What I like a lot about le Carré is his politics, which are not easy to pigeon-hole. He is part humanist, part socialist and part what is (or was) occasionally called Tory Anarchist, an expression you will understand if you align it with Manic Depressive or as we are now supposed to call it, Bi-polar.
This is a splendid book, very easy to read, and full of surprises and strong feelings. (And I will let you into a secret: I don’t usually write sentences like that on this Blog).
In chapter 35, Carre tells a story dated to 1967 in which he helps to secure "leave to remain" in the UK for a famous Czech actor who has left Czechoslovakia legally but who wishes not to return and equally not to defect or claim political asylum, which would result in retaliation against the friends and family he has left behind. Carre taps a few friends for help and has soon got a polite letter into the hands of the Labour Home Secretary, Roy Jenkins, and the rest is a history which Carre is able to narrate.
In the summer of 1967, aged nineteen, I was Chairman of the Oxford University Labour Club once a purely party outfit but now less so - my own Labour Party membership, acquired at the age of 16 had lapsed in 1966. In my capacity as Chairman (I think) I was asked to a house in north Oxford and introduced to a Czech student, a boy I guess around my own age, living in a cupboard-sized room with a girl who may or may not have been Czech but who does not figure in the rest of the story. I forget who asked me to visit or what was said, but I was asked to help the boy stay in the UK and if I had to say now why he wanted to stay then I am prompted to say that he had done something political back home which put him at risk if he returned. But really I have forgotten, and maybe he just wanted to stay with the girl. Whether he had come out on a visa or clandestinely, I do not know. My effort to help consisted in setting up a Sunday morning meeting at the home of a Labour MP who lived locally, Robert Maxwell then resident in Headington Hall on the estate which housed his Pergamon Press publishing company. How I achieved this, I don't now know - this is of course before mobile phones and emails.Nor was I one of Maxwell's constituents - the voting age was still 21 and Maxwell was in any case MP for Buckingham.
We went along and I recall a grand reception hall with a harp on display.

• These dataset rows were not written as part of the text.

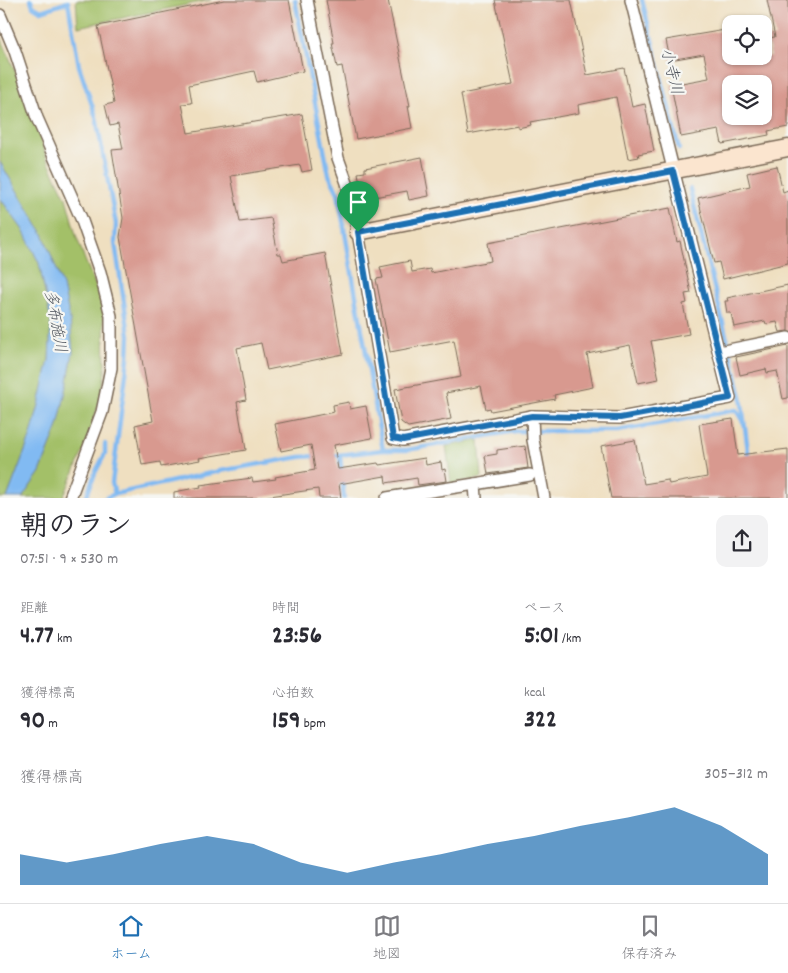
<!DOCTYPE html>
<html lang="ja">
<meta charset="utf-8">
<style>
body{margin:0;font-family:Dekko,"Klee One",sans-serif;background:#f2f2f3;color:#2b2b33;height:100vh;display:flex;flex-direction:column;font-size:19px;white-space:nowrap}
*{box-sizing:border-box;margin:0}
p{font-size:16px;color:#7c7c81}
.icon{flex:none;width:28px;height:28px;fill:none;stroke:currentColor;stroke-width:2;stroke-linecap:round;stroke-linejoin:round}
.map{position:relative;height:498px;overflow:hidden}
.side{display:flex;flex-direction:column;background:#fff;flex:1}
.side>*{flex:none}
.buttons{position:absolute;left:722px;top:15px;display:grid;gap:10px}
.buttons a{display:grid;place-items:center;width:50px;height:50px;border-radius:10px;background:#fff;box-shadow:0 1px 4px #0004;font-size:25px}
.pin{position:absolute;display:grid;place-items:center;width:42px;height:42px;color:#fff;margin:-51px -21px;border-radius:50% 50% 50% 0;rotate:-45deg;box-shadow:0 0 5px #0007}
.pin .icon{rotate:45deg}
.round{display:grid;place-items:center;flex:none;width:52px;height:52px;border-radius:10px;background:#f2f2f3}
.head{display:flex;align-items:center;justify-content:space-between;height:85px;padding:0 20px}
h1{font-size:28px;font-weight:700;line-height:38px}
.metrics{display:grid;grid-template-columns:repeat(3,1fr);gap:8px;height:85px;padding:5px 20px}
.metrics div{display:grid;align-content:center}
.metrics b{font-size:25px;font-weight:700}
.metrics small{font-size:14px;font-weight:400}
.metrics p{font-size:14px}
.chart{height:140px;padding:10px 20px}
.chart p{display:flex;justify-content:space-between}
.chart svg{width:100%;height:90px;margin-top:5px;fill:#1f6fb2;opacity:.7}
.tabs{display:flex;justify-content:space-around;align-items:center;height:70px;border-top:1px solid #e1e1e2;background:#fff;font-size:14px;color:#7c7c81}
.tabs a{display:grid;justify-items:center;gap:2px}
.tabs .selected{color:#1f6fb2}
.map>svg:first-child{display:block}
.green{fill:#a3c067;stroke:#6f7542}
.water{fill:#81baf2;stroke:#5e7288}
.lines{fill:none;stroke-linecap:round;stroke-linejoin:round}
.stream{stroke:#81baf2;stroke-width:4.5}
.building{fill:#d8998f;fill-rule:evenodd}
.street-casing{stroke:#7a6957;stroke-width:14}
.secondary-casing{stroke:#7a6957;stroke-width:19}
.street{stroke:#fff;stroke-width:11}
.secondary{stroke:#fbe5cf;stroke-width:16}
.route-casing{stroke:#fff;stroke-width:10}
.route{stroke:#1f6fb2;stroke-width:6}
.labels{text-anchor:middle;stroke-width:4.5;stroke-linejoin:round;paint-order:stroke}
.water-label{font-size:16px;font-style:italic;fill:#50555e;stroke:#f6f6f2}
</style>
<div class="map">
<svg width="788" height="498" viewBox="0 0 788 498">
<rect width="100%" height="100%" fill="#f6f6f2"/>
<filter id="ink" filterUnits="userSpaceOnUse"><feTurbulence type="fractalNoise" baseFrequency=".02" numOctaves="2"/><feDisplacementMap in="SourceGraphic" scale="10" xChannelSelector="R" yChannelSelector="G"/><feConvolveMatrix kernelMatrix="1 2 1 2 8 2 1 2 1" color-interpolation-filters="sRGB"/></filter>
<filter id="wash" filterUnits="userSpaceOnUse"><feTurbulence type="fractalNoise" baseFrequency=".0096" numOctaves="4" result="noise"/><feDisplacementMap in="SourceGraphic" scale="20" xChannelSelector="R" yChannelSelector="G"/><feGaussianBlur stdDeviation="1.12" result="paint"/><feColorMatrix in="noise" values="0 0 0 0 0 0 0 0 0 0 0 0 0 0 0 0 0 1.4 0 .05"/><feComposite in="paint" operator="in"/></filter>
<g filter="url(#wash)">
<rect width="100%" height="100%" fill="#efdfc0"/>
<!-- green -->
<g class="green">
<polygon points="76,0 211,0 78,27"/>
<polygon points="0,35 34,117 47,159 66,198 76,235 85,260 100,296 104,315 105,372 101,397 85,447 63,498 22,498 40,472 58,426 68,381 73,352 70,320 63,286 43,234 0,162"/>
<polygon points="0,198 23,230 39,263 51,322 49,360 39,405 31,435 7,498 0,498"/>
<polygon points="479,440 482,478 451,484 446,446"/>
</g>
<!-- water -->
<polygon class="water" points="0,162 43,234 63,286 70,320 73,352 68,381 58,426 40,472 22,498 7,498 31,435 39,405 49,360 51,322 39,263 23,230 0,198"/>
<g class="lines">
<!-- stream -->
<g class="stream">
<polyline points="31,0 33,6 41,11 68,2 79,66 96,117 116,224 115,243 129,335 128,358 112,483 115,494 220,471 300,457 318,456"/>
<polyline points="295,0 329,175 338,193 383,450"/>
<polyline points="642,0 679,149"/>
<polyline points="690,189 741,396 749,459"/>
<polyline points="340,455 344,498"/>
<polyline points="330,456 383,450 407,450 515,431 617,431 736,410 744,423"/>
<polyline points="86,498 95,473 105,454 105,444"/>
<polyline points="105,498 115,494"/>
</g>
</g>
<g id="blocks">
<!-- building -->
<g class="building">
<polygon points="224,0 289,0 303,71 257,82 254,71 189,85 192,103 182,104 188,133 302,114 312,170 302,172 300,165 231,176 240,222 271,218 278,254 281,254 283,261 325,253 343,354 267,370 261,343 237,348 246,400 237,402 242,431 243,431 246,450 199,458 200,460 161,467 160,462 142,465 135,425 153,421 120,237 123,218 112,150 123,149 118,124 110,126 105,105 114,103 98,26"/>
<polygon points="326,0 388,0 410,106 408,106 412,128 356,139 342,66 337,67 332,43 334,43"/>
<polygon points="495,0 571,0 587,75 624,68 632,107 645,104 654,151 638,154 639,157 628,159 616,97 578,105 579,113 530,122 531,125 518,128 518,125 468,134 461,94 513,84"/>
<path d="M767,0H788V127L768,131L769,135L722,144L719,130L681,137L671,85L709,78L704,54L670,60L666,40L731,29V56H771L767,38L775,37ZM731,84H764V116H731Z"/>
<polygon points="422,157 429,196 409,200 407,191 363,199 358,173 365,172 365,168"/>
<polygon points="777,166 783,192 788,190 788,263 723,279 719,262 714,263 698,198 750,186 747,173"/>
<polygon points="670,208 677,242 680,241 691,293 685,294 687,303 683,304 689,334 651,341 659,379 638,383 630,345 587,354 593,387 554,395 555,399 491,411 490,408 486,409 481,386 446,393 451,419 408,427 401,422 395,389 461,377 454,340 390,352 376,279 383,278 380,267 410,261 412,272 430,269 431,273 491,261 488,243"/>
<polygon points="788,285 788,331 780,332 777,322 766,324 765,321 734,327 731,313 727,313 725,301 728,301 727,298"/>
<polygon points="788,346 788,398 783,399 777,371 767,373 766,369 740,375 736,357"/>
<polygon points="349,402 350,409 366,406 372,438 334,445 338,469 378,463 379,465 425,458 426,465 441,462 442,470 445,469 447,481 418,485 417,478 386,483 385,476 339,484 341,498 319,498 318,489 256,498 174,498 174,492 201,487 200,485 252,478 253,482 276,479 275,477 315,470 311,445 281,451 275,424 334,412 333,405"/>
<polygon points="733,419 738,455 788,449 788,498 611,498 601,446 635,440 644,484 668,480 669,484 707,477 699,424"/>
<polygon points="525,446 528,468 488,474 485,456 497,454 497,450"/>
</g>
</g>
</g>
<g filter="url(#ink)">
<use href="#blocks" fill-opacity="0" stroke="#7a6957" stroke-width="1"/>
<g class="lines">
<defs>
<g id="street">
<polyline points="307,0 338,158 347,183 358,232 393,438 403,440 532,416 620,418 730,398 631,0"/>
<polyline points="0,15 15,51 37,118 81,218 100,272 111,316 111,368 102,412 70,498"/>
<polyline points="719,352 788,338"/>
<polyline points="532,416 533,440 544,498"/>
<polyline points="475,484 530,475"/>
<polyline points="387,498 475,484 476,498"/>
</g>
<polyline id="secondary" points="358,232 788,148"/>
</defs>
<!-- street casing -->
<use href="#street" class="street-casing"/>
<!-- secondary casing -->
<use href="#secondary" class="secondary-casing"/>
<!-- street -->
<use href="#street" class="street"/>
<!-- secondary -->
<use href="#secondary" class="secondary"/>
</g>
</g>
<g class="lines" filter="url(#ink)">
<defs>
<polygon id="route" points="673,171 730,398 620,418 532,416 403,440 393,438 358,232"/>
</defs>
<!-- route casing -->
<use href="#route" class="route-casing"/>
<!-- route -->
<use href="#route" class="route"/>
</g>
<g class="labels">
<!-- water labels -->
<g class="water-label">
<text transform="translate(673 71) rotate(76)" y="6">小寺川</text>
<text transform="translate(57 321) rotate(80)" y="6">多布施川</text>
</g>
</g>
</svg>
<div class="buttons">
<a><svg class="icon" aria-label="locate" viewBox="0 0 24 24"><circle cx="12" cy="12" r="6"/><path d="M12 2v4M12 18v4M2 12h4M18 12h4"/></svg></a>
<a><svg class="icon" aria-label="layers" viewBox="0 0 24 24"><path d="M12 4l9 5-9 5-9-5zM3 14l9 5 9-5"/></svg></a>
</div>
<div class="pin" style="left:358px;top:232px;background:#1e9e55"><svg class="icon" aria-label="arrive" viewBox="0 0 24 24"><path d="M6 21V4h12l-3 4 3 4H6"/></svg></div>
</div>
<section class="side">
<div class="head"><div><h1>朝のラン</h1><p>07:51 · 9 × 530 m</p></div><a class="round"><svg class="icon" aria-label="share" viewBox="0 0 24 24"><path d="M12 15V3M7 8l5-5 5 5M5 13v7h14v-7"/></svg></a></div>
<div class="metrics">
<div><p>距離</p><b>4.77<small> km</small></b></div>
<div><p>時間</p><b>23:56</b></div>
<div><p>ペース</p><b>5:01<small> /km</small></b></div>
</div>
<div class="metrics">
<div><p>獲得標高</p><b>90<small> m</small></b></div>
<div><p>心拍数</p><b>159<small> bpm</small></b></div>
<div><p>kcal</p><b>322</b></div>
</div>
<div class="chart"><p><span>獲得標高</span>305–312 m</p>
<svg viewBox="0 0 160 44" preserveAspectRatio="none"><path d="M0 44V29L10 33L20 29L30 24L40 20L50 24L60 33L70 38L80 33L90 29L100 24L110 20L120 15L130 11L140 6L150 15L160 29V44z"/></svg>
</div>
</section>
<nav class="tabs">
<a class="selected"><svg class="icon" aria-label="home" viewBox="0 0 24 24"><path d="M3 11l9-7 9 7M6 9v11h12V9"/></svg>ホーム</a>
<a><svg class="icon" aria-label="map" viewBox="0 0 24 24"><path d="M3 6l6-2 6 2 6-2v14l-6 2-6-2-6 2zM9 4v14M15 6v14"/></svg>地図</a>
<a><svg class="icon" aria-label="saved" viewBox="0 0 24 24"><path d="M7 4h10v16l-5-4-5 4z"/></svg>保存済み</a>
</nav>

Then we were taken into a dining room with a vast and beautifully polished table. The boy sat on one side, me on the other, and Robert Maxwell at the top of the table. The boy's English was not very good and Maxwell soon turned to Czech and appeared to question him quite forcefully and at some length. At the end, Maxwell turned to me and explained that he had publishing contracts in Czechoslovakia and that he was afraid that the boy might be a provocateur, hence the questioning. Whether any promises were made, I don't recall and as to what happened next, I don't recall that either. That's the problem with trying to remember things fifty years later, at least for me it is.